At CircleCI, our approach to Kubernetes (k8s) deployments may seem familiar. We initiate the workflow, generate the image, construct the Helm chart, and deliver the chart to k8s. From this point, k8s takes command with its rolling update. Although this process works just fine, we wanted to introduce progressive deployments internally. The challenge was how to achieve that with minimal disruption to our teams.
Upon reviewing several options, we decided to move forward with Argo Rollouts. In this post, I’ll discuss what we considered when making our decision and why Rollouts stood out to us.
1. Canary Strategy
Argo Rollouts provides a fundamental traffic routing solution without the necessity to insert a service mesh into our cluster. Though the traffic routing percentages might be coarse, it wasn’t a deal-breaker. We could always explore introducing a service mesh later for more fine-grained control of traffic weights.
2. Flexible & Powerful Analysis Runs
Our goal is to eliminate toil around releasing & validating changes. Using Analysis Runs — a feature that allows automated metrics assessment — will help achieve this. It empowers us to make the release process more efficient and error-free, bolstering our deployment practices.
3. Experimentation Without Live Traffic Exposure
This capability offered by Argo Rollouts was very appealing in terms of risk management. Being able to run experiments while mitigating fallout gives us a safety net, leading to better, more reliable deployments.
4. Open-source Contribution
Argo Rollouts being open-source is a significant factor. We appreciate the opportunity to contribute and improve the tool for the community at large. Prioritizing open-source solutions allows us to share our expertise with the community and facilitates easier adoption of industry best practices.

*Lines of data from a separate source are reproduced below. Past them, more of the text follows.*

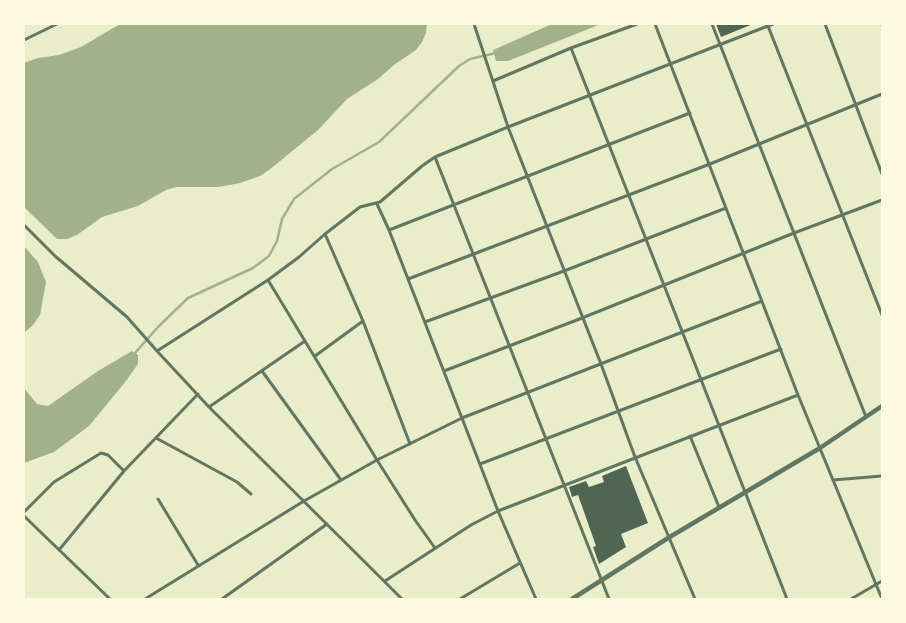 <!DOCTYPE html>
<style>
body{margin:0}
#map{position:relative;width:906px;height:623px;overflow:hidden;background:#e9edc9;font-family:"Fira Sans Condensed",sans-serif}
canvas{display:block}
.frame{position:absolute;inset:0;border:25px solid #fefae0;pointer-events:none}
</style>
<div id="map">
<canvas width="906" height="623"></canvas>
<div class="frame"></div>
</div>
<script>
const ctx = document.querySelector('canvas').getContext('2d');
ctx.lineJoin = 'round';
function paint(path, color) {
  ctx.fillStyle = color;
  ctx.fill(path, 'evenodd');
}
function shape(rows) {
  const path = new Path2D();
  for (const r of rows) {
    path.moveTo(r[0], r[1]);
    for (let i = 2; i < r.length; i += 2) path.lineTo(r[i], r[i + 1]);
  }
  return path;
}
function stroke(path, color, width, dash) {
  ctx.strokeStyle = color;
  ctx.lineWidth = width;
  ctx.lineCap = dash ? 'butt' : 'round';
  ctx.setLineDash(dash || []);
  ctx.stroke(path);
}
paint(shape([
 [120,24,427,24,426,33,422,42,416,50,394,65,378,79,347,99,318,130,269,170,260,176,240,183,218,187,176,187,166,190,138,206,102,217,77,235,67,239,57,239,24,207,24,63,38,58,59,55,81,47],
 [552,24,601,24,508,61,496,61,493,50],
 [24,246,38,262,46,282,40,315,33,325,24,333],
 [132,351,138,355,138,364,126,381,89,426,54,452,24,463,24,388,37,404,48,406,98,371]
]), '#a3b18a');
stroke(shape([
 [135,353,158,327,188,298,253,268,269,256,277,241,282,219,294,199,332,169,379,142,459,66,470,59,496,53]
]), '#a3b18a', 2.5);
paint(shape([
 [716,24,753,24,721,37],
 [626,466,648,523,621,534,626,547,599,564,593,547,596,546,578,495,572,497,569,487,586,481,589,487,604,482,602,476]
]), '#4f6655');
stroke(shape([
 [474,24,508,127,601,364,635,457,695,599],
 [655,24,798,395,882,599],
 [712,24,866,417],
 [825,24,882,174],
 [882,24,882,25],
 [768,26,882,315],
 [24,40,57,24],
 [571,48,787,599],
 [493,81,571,48,637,24],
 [435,157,609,599],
 [377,204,389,230,498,511,536,599],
 [24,225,55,256,127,317,157,351,209,407,402,599],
 [389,230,690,113],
 [325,234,363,321,410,444],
 [408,279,710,164,882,94],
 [268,280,377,460,415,520,435,548],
 [425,322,564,271,726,208],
 [157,351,268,280,299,257,325,234,360,207,380,202,422,166,435,157,508,127,773,24],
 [315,356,363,321],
 [262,371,341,480],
 [444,371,582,318,794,233,882,200],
 [209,407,305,341],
 [690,436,719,507],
 [156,438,237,482,251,494],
 [480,464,781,349],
 [833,480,882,476],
 [158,499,198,565],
 [24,512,54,482,101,453,108,455,124,471],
 [24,516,110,599],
 [59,550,124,471,198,394],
 [385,581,471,525,498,511,798,395],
 [145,599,304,501,377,460,462,418,762,301],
 [222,599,327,524],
 [460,599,520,563],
 [851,599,882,581]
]), '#617663', 3);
stroke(shape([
 [572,599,668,538,820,448,882,406]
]), '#617663', 4.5);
</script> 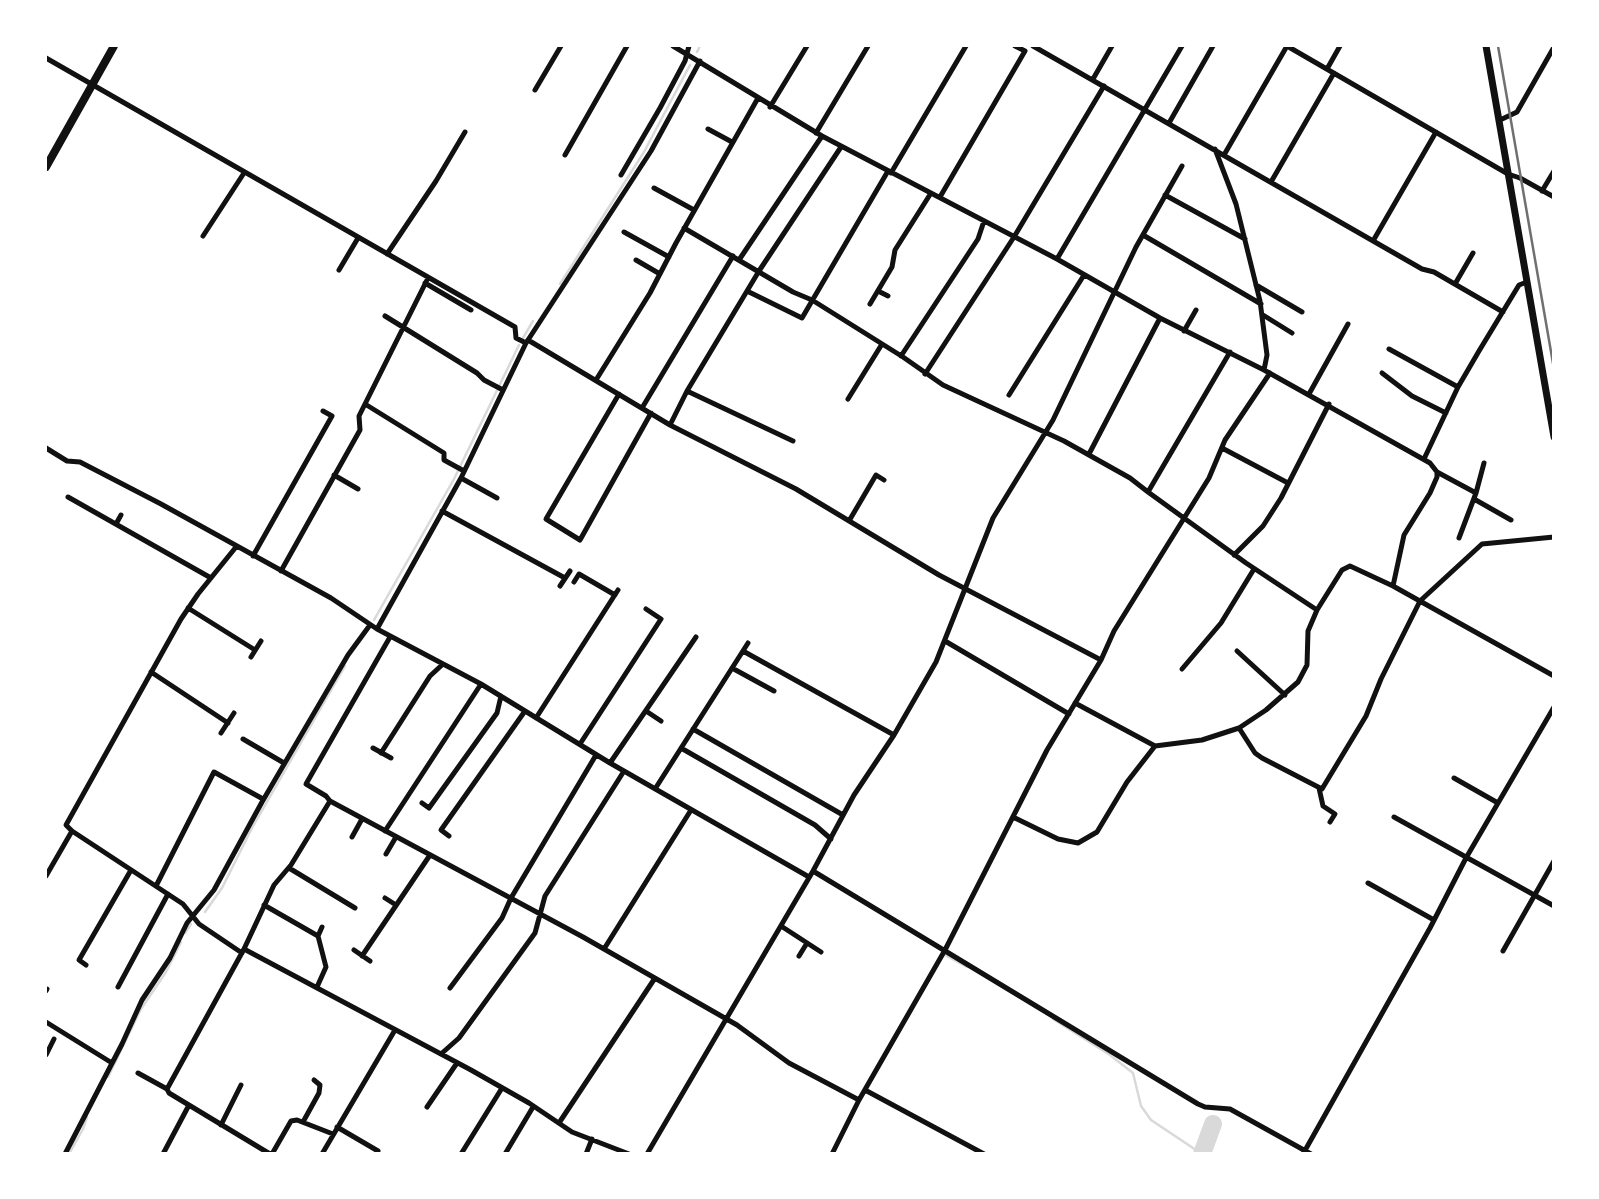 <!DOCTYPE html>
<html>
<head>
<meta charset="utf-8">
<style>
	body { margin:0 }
	#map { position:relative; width:1599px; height:1199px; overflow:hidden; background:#fff; font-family:Helvetica,sans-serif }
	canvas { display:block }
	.frame { position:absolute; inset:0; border:47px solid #fff; pointer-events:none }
</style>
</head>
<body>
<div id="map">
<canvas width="1599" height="1199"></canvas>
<div class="frame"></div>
</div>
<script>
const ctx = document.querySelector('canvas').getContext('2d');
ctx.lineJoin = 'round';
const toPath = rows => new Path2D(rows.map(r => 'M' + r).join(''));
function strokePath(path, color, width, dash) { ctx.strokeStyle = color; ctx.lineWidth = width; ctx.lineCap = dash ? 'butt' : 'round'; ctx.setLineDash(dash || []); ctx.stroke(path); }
strokePath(toPath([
	[697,52,700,46],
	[560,284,644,152,690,65],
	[523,338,533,321],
	[374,620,454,479,519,345],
	[205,912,222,888,252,828,345,666],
	[185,933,191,924],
	[945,955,967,967],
	[1053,1019,1110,1055,1133,1073,1141,1106,1151,1120,1202,1154],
	[108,1077,141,1009,166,972,181,942],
	[69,1154,83,1129,87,1117]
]), '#d9d9d9', 2.5);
strokePath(toPath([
	[1202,1154,1213,1124]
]), '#d9d9d9', 18);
strokePath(toPath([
	[673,46,822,136,1057,259,1160,318,1264,370,1430,463,1437,472,1437,477,1430,493,1404,535,1393,586],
	[1033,46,1422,269,1434,272,1503,312],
	[1287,46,1508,174,1520,178,1554,197],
	[46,58,515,327,516,338,526,343,528,340,670,425,796,489,939,575,1101,660],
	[1327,69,1340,46],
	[1093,79,1112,46],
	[535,90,561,46],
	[770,107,807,46],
	[1500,120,1517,112,1554,47],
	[1169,123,1213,46],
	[708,129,732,142],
	[816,133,868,46],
	[1215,149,1236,204,1260,301,1267,355,1264,370],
	[565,155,627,46],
	[1224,155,1287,46],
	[891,173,966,46],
	[621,175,660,108,685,61,689,46],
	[1271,182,1334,73],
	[654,188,694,210],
	[1542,191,1554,171],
	[1165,195,1245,239],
	[940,197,1025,51,1015,46],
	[684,228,793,292,812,300,903,357,943,385,1064,441,1130,478,1148,492],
	[624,232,669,257],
	[1143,235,1261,304],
	[203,236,244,173],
	[1373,241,1436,132],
	[387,254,436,181,465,132],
	[1057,259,1182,46],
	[636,260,660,274],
	[739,260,822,136],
	[339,270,358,238],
	[425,283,471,310],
	[1455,284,1473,253],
	[1256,285,1302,312],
	[747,291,802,318,888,171],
	[878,291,888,296],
	[870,304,892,267,895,250,931,193],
	[1263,315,1292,333],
	[385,316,477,373,484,380,503,390],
	[1184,331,1196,310],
	[528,340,651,151,700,61],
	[1389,349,1458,387],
	[1230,352,1148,492,1246,563,1317,610,1342,570,1350,566,1393,586,1554,676],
	[901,356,978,239,984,221],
	[1382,373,1412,396,1446,413],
	[925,374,1014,237,1104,86],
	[596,380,650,293,676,243,758,98],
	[687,391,759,271,841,147],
	[619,394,546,519,580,540,651,413],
	[1309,394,1348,324],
	[1009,395,1084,275],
	[848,399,882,344],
	[365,404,444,453,444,460,464,471],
	[642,408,733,256],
	[670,425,687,391,793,441],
	[46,448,67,461,80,462,161,504,331,598,377,629,481,684,610,763,809,877],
	[1222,448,1288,483],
	[1089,454,1160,318],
	[1424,459,1458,387,1479,351,1519,285,1527,282],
	[1437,472,1476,493],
	[334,475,358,489],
	[461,478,497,498],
	[68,497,211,578],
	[1474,499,1511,520],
	[442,511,565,578],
	[849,521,876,475,884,480],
	[116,524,121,515],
	[1459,538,1476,493,1484,463],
	[236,547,198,594,181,619,66,825,72,831,183,904,199,924,242,953],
	[1234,555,1263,526,1281,498,1329,404],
	[253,556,332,416,323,411],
	[281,571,360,430,359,416,428,278],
	[574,582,579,574,615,595],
	[560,586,570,571],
	[188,608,255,650],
	[377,629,461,478,526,343],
	[945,641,1069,714],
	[743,651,894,735],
	[1237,651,1285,695],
	[251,657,261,641],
	[732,668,774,691],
	[1182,669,1221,623,1254,569],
	[151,672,228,723],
	[1075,703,1155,746,1202,740,1239,728,1255,753,1262,758,1322,789,1366,716,1381,679,1420,601,1482,544,1554,537],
	[646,711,661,721],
	[536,718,618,590],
	[1239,728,1266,710,1298,682,1307,665,1308,631,1317,610],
	[693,729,843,815],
	[221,733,234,713],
	[243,739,284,763],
	[580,744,661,619,646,609],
	[373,748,391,758],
	[681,748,815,825,831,839],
	[381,753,430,676,443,664],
	[610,763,696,637],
	[1454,778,1498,803],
	[1319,788,1323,806,1335,814,1330,822],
	[655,789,748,643],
	[330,801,326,796,306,784,390,637],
	[422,803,429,808,497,713,501,696],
	[1013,817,1058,839,1078,843,1097,832,1127,782,1155,746],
	[1394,817,1554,906],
	[385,831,481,684],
	[449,836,441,830,525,711],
	[352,837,362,819],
	[386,854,396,837],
	[289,868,355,908],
	[813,871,1198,1104,1205,1107,1230,1109,1311,1154],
	[46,876,72,831],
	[1368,883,1434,920],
	[156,886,214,772,263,799],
	[385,898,396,905],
	[264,905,318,936,322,927],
	[781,926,821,952],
	[244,949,471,1070,529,1103,572,1132,629,1154],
	[604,949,691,810],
	[354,950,370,961],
	[1503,951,1554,861],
	[362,956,430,855],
	[799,956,807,943],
	[86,965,79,960,131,870],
	[118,987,168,894],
	[317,987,326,967,318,936],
	[450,988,502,918,511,898,596,755],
	[46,991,47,989],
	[46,1022,112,1063],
	[441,1054,459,1038,535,933,545,896,624,771],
	[46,1055,54,1039],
	[138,1073,167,1089],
	[865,1090,984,1154],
	[427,1107,457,1063],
	[303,1122,319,1093,320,1085,314,1080],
	[559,1123,655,978],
	[221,1125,241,1085],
	[337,1127,378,1151],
	[65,1154,122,1044,142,1000,170,958,187,923,214,890,262,802,348,655,370,625],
	[163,1154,189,1105],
	[270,1154,169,1093,167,1089,244,949,274,885,291,865,330,801,583,937,737,1025,789,1063,859,1100],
	[272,1154,291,1121,297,1120,333,1134],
	[322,1154,395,1030],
	[461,1154,502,1088],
	[505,1154,533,1107],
	[586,1154,592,1139],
	[647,1154,813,871,854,795,894,735,936,662,993,518,1053,420,1136,247,1182,166],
	[832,1154,859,1100,945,950,1047,750,1101,660,1114,631,1209,478,1225,440,1270,373],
	[1303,1154,1430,928,1466,858,1554,707]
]), '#111', 5);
strokePath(toPath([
	[1486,46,1554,437]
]), '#111', 7);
strokePath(toPath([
	[46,167,114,46]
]), '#111', 8);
strokePath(toPath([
	[1498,46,1554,369]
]), '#707070', 2.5);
</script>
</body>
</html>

5. Releasing Changes in Steps
Argo Rollouts offers the ability to incrementally introduce changes. For instance, we can allocate 10% of traffic to a new feature, let that soak for 15 minutes and assess, escalate to 50%, wait for 20 minutes, and finally shift 100% of traffic. Concurrently, background analysis runs check for container restarts or error logs. If anything crosses our redline, the release will be canceled, we will revert to our stable pods, and a notification is dispatched via Slack. This systematic approach has bolstered our confidence in deployments, reducing the strain on engineers and enhancing our operational stability.